### Your assignment
Find the lines below holding the word "Directions" and copy each of them.

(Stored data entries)
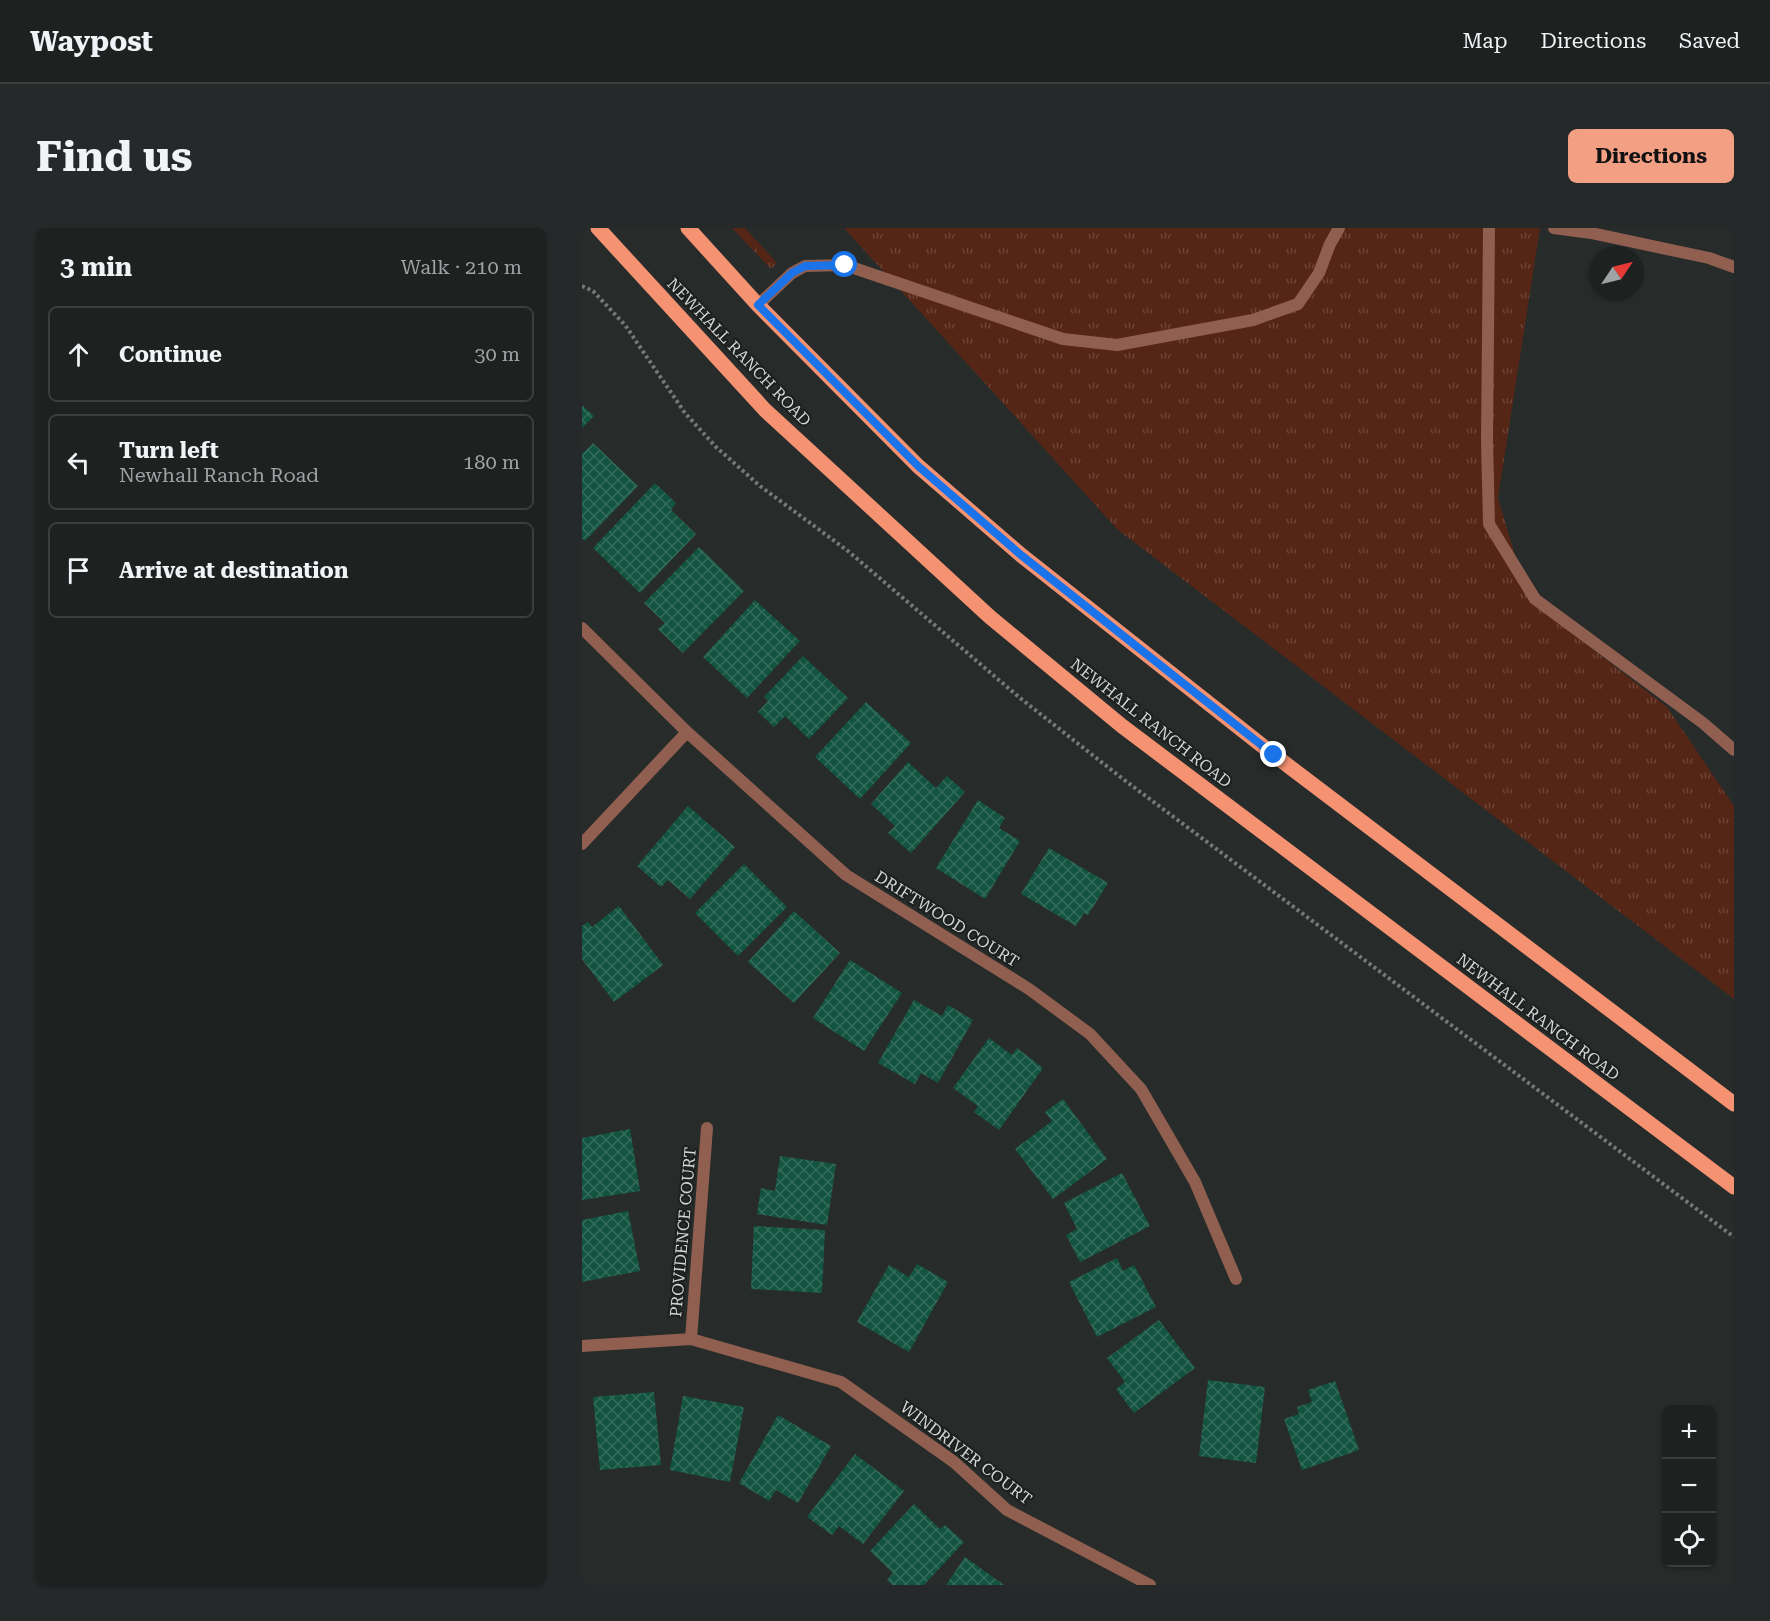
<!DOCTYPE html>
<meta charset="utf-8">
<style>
:root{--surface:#1d2120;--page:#252929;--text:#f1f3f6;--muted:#a0a3a5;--line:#3b3e3e;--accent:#f39f84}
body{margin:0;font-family:"Roboto Serif",serif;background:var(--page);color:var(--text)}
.controls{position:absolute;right:18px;bottom:18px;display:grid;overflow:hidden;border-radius:9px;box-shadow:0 2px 4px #0004}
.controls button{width:54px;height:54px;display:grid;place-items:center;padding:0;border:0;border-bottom:2px solid var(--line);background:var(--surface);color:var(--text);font:30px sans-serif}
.compass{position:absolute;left:1008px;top:18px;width:54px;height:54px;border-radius:50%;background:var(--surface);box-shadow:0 2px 4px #0004;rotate:55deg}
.stop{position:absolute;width:18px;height:18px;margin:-14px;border:4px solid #1a73e8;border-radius:50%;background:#fff}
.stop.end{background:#1a73e8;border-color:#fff;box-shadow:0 2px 6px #0008}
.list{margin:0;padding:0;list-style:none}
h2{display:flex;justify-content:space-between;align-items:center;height:78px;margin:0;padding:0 24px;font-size:26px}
h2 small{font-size:20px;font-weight:400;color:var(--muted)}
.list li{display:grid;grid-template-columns:39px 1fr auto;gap:18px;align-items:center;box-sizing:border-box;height:96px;margin:0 12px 12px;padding:0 12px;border:2px solid var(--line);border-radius:9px}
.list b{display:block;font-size:22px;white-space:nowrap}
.list p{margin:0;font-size:20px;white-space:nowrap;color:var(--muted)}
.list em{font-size:20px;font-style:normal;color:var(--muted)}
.icon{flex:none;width:33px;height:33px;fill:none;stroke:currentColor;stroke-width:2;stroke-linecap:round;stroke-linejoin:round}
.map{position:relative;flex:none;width:1152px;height:1357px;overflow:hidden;border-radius:9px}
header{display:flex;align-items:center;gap:36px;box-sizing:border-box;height:84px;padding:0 30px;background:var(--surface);border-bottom:2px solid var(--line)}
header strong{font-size:28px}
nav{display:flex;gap:33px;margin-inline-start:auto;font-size:21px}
.intro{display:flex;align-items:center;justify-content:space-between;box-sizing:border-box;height:144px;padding:0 36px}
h1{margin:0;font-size:42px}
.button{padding:15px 27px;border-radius:9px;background:var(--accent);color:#111;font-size:21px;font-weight:700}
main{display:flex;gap:36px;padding:0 36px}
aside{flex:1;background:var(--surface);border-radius:9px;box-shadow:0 2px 4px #0004}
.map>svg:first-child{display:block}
.grass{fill:url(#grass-tufts)}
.building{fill:url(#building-cross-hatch)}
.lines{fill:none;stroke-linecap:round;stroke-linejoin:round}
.path{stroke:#757977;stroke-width:4;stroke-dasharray:3 3;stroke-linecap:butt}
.service{stroke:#905f50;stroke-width:12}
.minor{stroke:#905f50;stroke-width:12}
.primary{stroke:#f49272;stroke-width:15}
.route{stroke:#1a73e8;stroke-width:8}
.labels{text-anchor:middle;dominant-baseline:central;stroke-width:4.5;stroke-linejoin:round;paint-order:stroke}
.street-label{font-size:16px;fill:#d4d7d5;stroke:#1d2220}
</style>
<header>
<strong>Waypost</strong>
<nav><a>Map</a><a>Directions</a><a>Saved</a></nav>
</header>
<div class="intro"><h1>Find us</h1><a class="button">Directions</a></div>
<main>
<aside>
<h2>3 min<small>Walk · 210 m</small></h2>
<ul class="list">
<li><svg class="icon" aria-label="ahead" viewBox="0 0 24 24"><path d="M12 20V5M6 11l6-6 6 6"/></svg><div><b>Continue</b></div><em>30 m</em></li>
<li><svg class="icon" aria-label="left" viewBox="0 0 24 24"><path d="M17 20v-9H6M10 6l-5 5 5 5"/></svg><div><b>Turn left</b><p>Newhall Ranch Road</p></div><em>180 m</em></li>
<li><svg class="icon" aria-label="arrive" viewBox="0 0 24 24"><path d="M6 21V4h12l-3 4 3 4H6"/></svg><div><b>Arrive at destination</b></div></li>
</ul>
</aside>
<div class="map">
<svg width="1152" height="1357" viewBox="0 0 1152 1357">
<defs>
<pattern id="grass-tufts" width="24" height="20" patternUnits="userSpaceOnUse" patternTransform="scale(1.5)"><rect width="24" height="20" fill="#552515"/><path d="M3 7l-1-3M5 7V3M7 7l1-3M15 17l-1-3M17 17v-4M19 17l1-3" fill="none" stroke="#6d4436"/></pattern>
<pattern id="building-cross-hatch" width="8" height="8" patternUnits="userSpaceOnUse" patternTransform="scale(1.5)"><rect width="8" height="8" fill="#135440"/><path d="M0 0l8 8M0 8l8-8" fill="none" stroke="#346c5b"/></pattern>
</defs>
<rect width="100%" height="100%" fill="#272c2a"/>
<path class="grass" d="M150,0H163L195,35L189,41Z
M262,0H958L916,270L946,371L1085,479L1152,578V771L536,302Z"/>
<path class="building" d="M0,177L12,188L0,200Z
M11,215L56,258L3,313L0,310V226Z
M73,255L94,275L89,282L114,306L58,365L11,320Z
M117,319L162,363L101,425L76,401L83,395L62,375Z
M173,372L218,413L165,470L121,429Z
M221,428L266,470L227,511L203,488L192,499L176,484L186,473L182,469Z
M284,474L329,515L278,571L233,529Z
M326,534L354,560L365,548L383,564L329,625L306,605L313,598L289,576Z
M396,572L423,590L417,600L438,613L403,671L354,640Z
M106,578L153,619L108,671L86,652L79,659L55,638Z
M467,620L526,655L506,687L502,685L494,698L439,666Z
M162,636L205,679L156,728L113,685Z
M37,678L81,737L32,774L0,731V698L6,694L10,699Z
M212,683L258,725L212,775L166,734Z
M268,732L320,765L282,823L231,790Z
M332,772L360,788L366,777L391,792L356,855L339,845L333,856L296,835Z
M407,810L430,827L435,820L461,840L417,902L392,884L396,878L371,860Z
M481,871L525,931L471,971L433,921L470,893L463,884Z
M48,901L58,963L0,972V910Z
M198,928L254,936L245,997L175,986L179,960L193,963Z
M540,945L568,998L498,1034L484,1007L495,1001L482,975Z
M46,983L58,1043L0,1054V992Z
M172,998L243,1002L240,1065L169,1061Z
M535,1030L541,1043L552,1037L574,1079L515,1109L487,1054Z
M335,1036L366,1054L327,1124L275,1094L307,1037L327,1049Z
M577,1092L613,1140L552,1185L534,1161L543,1154L525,1130Z
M626,1152L683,1159L674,1235L617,1228Z
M753,1153L777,1222L720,1242L702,1191L717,1186L715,1179L730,1174L726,1162Z
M72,1164L79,1237L18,1242L11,1169Z
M101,1168L162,1179L148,1254L88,1242Z
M196,1187L249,1218L216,1275L194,1262L187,1273L157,1255Z
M273,1226L322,1263L281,1316L257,1298L250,1307L225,1289Z
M332,1276L358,1301L363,1297L382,1314L342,1357H310L305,1352L311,1345L288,1323Z
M383,1329L422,1357H364Z"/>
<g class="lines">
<path class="path" d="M0,58L11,63L43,97L103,185L134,219L178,258L266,323L438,470L541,551L1152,1009"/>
<path class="service" d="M907,0L905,213L907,296L953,371L1121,495L1152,522
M972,0L1009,5L1127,30L1152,39
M176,77L210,45L223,38L263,37L481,111L535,117L671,92L716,76L737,45L748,16L757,0"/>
<path class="minor" d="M0,400L105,504L264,647L447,761L508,806L559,861L613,954L654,1051
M0,616L105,504
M109,1111L125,900
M0,1118L109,1111L259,1154L372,1234L425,1282L568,1357"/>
<path class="primary" d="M16,0L183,182L408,389L540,498L1152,959
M106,0L176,77L336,238L439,327L692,527L1152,876"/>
</g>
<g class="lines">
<path class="route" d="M263,37L223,38L210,45L176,77L336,238L439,327L692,527"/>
</g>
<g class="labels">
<g class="street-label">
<text transform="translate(157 124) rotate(46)">NEWHALL RANCH ROAD</text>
<text transform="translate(569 495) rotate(38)">NEWHALL RANCH ROAD</text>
<text transform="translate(365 691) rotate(32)">DRIFTWOOD COURT</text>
<text transform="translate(956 789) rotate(37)">NEWHALL RANCH ROAD</text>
<text transform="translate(101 1004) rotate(-85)">PROVIDENCE COURT</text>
<text transform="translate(384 1225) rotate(37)">WINDRIVER COURT</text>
</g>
</g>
</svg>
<div class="controls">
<button>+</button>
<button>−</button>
<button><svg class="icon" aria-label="locate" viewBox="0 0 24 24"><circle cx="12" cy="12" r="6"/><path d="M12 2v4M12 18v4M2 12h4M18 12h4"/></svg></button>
</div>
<svg class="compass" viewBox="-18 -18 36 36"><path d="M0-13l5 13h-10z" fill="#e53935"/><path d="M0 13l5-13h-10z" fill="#a0a3a5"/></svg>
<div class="stop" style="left:263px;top:37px"></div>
<div class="stop end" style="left:692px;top:527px"></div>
</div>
</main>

### Result below
<nav><a>Map</a><a>Directions</a><a>Saved</a></nav>
<div class="intro"><h1>Find us</h1><a class="button">Directions</a></div>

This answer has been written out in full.